In the offseason, when the basketball dries up and the depression sinks in, remind me to visit Sims' Synergy profile, click on his assists, and watch the video on an endless loop. (Actually, let me write than on my calendar: "April 20: Shave for first time in weeks. Then watch Henry Sims on Synergy." OK, got it. Let's move on.)
No. 4 Kansas 70, Oklahoma State 58: Actually, come to think of it, make that two offseason reminders: "May 15: Consider taking shower. Decide to pass. Then cue up every single made 3 of Keiton Page's 2011-12 season. Play on loop."
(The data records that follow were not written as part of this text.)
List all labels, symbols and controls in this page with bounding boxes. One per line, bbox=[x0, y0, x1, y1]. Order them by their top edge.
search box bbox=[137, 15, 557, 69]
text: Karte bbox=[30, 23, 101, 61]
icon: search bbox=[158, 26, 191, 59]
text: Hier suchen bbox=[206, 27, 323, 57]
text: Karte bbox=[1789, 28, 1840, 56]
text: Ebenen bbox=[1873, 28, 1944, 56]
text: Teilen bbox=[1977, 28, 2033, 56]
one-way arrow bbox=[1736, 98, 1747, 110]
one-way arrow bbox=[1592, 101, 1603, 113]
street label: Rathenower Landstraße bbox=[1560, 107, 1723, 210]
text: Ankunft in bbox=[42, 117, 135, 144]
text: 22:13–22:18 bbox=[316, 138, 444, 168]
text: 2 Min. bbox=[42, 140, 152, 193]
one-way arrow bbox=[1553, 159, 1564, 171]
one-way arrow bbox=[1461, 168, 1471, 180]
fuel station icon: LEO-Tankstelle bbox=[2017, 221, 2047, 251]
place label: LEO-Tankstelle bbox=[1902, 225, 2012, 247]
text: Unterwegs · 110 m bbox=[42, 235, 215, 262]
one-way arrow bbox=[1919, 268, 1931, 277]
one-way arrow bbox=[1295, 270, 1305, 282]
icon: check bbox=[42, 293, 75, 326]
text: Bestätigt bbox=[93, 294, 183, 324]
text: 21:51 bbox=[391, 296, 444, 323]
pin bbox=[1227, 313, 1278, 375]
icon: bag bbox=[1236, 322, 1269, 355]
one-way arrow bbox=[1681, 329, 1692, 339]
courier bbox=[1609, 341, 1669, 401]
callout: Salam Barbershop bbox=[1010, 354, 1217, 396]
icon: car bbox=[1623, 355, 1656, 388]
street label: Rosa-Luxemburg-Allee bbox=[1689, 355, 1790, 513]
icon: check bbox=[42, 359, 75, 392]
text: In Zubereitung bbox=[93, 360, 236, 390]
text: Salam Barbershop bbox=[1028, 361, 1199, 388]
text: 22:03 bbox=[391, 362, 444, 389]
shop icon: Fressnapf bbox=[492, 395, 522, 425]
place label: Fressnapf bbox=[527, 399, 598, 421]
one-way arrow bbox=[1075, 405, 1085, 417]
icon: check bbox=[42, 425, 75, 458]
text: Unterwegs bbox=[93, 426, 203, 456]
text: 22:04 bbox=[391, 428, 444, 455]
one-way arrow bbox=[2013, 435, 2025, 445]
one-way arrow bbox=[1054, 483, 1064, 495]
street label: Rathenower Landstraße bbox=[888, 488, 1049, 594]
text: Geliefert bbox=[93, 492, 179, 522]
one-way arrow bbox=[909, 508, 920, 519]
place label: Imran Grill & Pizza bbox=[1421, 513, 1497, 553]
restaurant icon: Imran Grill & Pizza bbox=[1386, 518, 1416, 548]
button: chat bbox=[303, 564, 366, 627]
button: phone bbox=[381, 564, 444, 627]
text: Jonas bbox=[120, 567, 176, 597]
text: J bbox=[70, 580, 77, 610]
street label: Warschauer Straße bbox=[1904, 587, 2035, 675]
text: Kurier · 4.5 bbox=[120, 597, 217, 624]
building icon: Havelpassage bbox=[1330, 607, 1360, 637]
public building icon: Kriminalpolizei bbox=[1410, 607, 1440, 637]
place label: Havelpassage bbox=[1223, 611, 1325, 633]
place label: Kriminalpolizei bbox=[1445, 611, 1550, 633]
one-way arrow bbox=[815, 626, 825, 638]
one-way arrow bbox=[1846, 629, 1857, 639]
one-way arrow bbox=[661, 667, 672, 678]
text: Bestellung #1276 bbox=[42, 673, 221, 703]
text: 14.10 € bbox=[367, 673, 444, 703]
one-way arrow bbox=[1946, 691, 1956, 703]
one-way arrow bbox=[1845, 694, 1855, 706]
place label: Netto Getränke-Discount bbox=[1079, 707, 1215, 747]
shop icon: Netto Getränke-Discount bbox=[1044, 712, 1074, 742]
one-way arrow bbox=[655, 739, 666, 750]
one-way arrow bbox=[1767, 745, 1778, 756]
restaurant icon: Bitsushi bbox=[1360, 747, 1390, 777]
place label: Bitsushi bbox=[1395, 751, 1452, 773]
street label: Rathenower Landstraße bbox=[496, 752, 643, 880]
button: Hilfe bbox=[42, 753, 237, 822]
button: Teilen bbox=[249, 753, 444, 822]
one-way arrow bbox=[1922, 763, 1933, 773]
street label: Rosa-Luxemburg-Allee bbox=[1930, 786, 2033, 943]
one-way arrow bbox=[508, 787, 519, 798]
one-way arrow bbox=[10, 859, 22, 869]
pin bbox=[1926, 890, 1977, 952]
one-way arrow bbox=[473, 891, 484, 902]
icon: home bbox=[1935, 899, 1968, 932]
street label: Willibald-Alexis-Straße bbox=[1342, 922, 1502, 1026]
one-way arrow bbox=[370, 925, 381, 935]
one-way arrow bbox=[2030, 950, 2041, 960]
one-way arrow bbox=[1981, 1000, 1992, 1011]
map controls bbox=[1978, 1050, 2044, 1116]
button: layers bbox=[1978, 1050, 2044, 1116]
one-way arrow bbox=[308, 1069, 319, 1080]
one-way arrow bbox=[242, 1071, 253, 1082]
It's not so much that Page's shot itself is sweet -- though it is -- but rather about how Page gets his shots. My roommate, a former screen-utilizing wing player in high school, was watching the "SportsCenter" highlights of Page's night in total appreciation and awe. I think he said something like, "See, that just shows you, if you know how to play basketball and use screens and shoot, you can score." And I hate to tell him this, but he's right. Last night, a relatively unathletic 5-foot-7 dude became Oklahoma State's all-time leader in made 3s, and he got there because: a) he can shoot and b) he uses off-ball screens as well as any player in the country. Rub the shoulder and pin the defender. Fade if he overplays. Come off with your hands out, ready to shoot. Plenty of players in college hoops have these skills, but just as many don't, and with Page, you can't even call it a skill. It's more like an art.
Alas, Page's senior night excellence wasn't enough to stop the Big 12 steamroller that is Kansas, which clinched the outright 2012 Big 12 regular-season title with the win. It's the eighth straight season in which Kansas has won at least a share of its conference's top honors, which is, when you think about it, utterly insane.
The Jayhawks got there thanks in large part to their own senior guard, Tyshawn Taylor, who has, in his four years in Lawrence, morphed from a promising youngster to a mercurial personality to, now, a bonafide fan favorite. Taylor's scoring was incredible: 27 points, 10-of-15 from the field, 4-of-7 from 3.
After the game, Erin Andrews asked Taylor to describe how hard it was to guard Page. "He's a bad boy," Taylor said, an ultimate sign of respect for an opponent of four years. We can only assume the feeling was mutual.